=== Material for the task ===
+-------+
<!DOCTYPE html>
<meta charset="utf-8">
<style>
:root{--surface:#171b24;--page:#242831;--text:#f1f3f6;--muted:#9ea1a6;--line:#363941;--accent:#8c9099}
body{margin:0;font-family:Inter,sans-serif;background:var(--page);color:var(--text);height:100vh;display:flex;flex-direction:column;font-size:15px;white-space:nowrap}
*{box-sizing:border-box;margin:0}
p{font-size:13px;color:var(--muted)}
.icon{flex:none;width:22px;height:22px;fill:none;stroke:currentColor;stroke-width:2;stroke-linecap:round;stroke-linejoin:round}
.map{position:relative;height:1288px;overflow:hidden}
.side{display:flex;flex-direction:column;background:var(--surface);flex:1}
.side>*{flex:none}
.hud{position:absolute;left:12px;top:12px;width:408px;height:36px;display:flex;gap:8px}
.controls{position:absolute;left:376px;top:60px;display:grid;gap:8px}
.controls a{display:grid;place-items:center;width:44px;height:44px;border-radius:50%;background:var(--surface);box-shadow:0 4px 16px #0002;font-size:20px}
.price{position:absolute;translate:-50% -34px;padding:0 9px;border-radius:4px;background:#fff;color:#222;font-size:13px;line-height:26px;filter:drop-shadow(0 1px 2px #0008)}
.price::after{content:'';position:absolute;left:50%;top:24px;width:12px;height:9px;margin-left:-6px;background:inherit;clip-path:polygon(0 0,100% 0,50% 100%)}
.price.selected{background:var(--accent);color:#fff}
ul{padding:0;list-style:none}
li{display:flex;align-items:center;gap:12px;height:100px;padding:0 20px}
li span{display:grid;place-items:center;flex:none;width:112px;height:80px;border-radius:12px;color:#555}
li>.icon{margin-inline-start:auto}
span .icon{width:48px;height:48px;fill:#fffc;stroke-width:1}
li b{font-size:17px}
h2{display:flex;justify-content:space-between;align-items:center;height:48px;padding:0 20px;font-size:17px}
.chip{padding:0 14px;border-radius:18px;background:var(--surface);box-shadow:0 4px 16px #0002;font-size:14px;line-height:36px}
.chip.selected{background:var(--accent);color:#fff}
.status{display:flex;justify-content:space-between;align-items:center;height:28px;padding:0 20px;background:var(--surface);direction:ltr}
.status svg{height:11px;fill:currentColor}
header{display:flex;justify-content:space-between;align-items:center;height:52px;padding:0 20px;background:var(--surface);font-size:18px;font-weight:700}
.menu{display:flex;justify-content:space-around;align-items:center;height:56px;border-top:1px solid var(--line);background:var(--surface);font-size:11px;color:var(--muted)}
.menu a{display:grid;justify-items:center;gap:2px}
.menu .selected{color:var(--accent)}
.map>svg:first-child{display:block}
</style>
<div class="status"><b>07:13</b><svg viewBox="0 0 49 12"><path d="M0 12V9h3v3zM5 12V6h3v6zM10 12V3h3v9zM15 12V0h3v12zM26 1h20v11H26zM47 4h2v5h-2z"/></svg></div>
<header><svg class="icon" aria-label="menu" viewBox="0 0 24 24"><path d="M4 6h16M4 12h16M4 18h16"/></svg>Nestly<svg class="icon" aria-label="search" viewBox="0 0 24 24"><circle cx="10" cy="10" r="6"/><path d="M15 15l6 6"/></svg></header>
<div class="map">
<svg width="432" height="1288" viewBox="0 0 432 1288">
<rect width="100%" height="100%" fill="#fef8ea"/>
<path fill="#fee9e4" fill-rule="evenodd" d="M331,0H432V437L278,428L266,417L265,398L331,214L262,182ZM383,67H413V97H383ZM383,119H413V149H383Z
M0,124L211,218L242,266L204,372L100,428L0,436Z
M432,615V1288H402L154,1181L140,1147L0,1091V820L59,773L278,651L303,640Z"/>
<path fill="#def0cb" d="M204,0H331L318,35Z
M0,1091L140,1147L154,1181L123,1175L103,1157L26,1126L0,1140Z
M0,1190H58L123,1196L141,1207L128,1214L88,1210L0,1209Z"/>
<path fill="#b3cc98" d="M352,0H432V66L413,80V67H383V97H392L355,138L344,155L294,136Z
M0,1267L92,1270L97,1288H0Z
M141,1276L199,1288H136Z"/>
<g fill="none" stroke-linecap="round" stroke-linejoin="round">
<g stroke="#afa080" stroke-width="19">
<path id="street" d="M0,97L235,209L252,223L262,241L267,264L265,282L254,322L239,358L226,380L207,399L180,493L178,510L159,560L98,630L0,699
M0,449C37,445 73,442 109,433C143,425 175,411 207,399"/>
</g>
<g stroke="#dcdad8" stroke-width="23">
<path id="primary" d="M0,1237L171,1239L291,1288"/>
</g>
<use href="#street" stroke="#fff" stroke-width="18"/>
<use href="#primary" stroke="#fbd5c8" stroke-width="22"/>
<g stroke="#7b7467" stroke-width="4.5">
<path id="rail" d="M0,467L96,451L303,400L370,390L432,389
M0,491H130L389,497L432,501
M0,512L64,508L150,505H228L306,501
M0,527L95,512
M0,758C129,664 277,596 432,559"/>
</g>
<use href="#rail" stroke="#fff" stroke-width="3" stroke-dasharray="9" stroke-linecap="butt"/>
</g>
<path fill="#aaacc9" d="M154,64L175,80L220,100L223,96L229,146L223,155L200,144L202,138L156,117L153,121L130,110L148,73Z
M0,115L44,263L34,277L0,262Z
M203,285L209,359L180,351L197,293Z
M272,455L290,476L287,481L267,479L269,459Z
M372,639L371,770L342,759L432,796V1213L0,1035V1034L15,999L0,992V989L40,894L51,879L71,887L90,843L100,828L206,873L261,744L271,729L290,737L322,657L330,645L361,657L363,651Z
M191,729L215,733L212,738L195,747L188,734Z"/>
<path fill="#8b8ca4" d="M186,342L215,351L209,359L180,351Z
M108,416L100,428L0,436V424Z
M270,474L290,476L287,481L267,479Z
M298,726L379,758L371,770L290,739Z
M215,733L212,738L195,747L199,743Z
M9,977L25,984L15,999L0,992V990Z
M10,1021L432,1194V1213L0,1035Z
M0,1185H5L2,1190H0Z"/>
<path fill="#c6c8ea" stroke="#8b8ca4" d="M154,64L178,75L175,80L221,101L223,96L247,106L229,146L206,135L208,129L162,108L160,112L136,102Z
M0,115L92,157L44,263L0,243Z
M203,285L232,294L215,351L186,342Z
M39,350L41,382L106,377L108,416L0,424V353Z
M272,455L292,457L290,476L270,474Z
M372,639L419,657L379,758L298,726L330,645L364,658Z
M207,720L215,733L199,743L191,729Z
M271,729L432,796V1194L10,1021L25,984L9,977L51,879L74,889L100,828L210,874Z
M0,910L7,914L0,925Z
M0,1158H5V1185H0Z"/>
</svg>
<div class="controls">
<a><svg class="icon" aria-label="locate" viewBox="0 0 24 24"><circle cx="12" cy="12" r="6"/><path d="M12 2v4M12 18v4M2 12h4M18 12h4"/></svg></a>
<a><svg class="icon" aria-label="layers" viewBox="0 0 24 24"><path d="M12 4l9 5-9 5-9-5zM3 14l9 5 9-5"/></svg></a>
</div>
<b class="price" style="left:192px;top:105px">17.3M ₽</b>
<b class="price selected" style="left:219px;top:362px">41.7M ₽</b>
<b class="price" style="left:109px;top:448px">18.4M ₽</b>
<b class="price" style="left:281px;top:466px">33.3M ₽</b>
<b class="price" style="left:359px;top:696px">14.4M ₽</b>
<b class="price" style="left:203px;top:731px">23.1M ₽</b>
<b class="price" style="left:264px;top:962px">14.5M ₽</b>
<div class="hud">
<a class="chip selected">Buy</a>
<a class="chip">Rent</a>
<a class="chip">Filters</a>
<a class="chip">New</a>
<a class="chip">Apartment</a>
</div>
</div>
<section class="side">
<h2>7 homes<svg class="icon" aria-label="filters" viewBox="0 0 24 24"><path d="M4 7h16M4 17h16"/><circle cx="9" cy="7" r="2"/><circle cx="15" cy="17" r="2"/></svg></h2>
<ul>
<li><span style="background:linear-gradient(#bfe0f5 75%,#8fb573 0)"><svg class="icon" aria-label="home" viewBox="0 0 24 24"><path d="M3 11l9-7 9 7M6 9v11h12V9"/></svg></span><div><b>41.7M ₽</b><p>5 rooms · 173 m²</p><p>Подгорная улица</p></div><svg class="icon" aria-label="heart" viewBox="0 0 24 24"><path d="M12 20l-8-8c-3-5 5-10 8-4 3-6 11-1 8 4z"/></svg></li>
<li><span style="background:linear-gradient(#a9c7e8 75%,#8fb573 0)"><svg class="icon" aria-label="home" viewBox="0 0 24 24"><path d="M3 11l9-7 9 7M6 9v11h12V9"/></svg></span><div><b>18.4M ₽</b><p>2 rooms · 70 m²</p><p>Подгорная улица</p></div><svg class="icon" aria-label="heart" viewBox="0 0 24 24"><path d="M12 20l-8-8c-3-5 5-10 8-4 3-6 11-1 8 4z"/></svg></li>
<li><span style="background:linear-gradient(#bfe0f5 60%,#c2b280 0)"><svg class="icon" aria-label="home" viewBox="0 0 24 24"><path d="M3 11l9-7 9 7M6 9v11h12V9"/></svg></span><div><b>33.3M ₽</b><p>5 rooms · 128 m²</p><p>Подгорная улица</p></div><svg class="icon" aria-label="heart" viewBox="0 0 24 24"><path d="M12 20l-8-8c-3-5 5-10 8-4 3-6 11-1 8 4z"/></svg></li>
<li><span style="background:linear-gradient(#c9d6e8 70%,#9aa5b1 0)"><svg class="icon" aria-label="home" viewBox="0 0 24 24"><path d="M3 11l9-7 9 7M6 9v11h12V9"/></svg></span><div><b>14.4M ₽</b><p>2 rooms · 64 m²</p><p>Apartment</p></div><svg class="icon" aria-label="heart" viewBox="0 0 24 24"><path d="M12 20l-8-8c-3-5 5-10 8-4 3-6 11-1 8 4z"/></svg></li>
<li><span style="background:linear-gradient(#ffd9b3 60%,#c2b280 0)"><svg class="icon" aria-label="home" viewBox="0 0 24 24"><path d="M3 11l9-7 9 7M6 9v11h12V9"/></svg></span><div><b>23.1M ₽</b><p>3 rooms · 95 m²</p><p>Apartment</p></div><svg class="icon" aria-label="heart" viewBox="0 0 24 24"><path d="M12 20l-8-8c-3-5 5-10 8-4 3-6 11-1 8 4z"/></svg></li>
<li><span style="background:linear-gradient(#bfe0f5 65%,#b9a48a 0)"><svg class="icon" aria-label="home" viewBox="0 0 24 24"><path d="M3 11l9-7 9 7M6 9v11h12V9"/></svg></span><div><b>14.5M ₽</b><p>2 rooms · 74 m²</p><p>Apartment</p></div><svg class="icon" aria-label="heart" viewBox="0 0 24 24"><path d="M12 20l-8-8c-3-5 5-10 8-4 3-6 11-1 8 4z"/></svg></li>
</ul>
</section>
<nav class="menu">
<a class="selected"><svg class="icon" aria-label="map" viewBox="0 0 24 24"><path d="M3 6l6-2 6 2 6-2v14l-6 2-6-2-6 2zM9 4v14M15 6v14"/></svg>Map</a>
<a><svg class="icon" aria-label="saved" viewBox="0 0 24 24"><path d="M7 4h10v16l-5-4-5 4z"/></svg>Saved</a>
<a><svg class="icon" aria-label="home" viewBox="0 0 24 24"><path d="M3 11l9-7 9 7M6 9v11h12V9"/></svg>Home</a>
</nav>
+-------+
Check each line of the listing above for the string "controls" and return those that contain it.

=== Solved problem ===
.controls{position:absolute;left:376px;top:60px;display:grid;gap:8px}
.controls a{display:grid;place-items:center;width:44px;height:44px;border-radius:50%;background:var(--surface);box-shadow:0 4px 16px #0002;font-size:20px}
<div class="controls">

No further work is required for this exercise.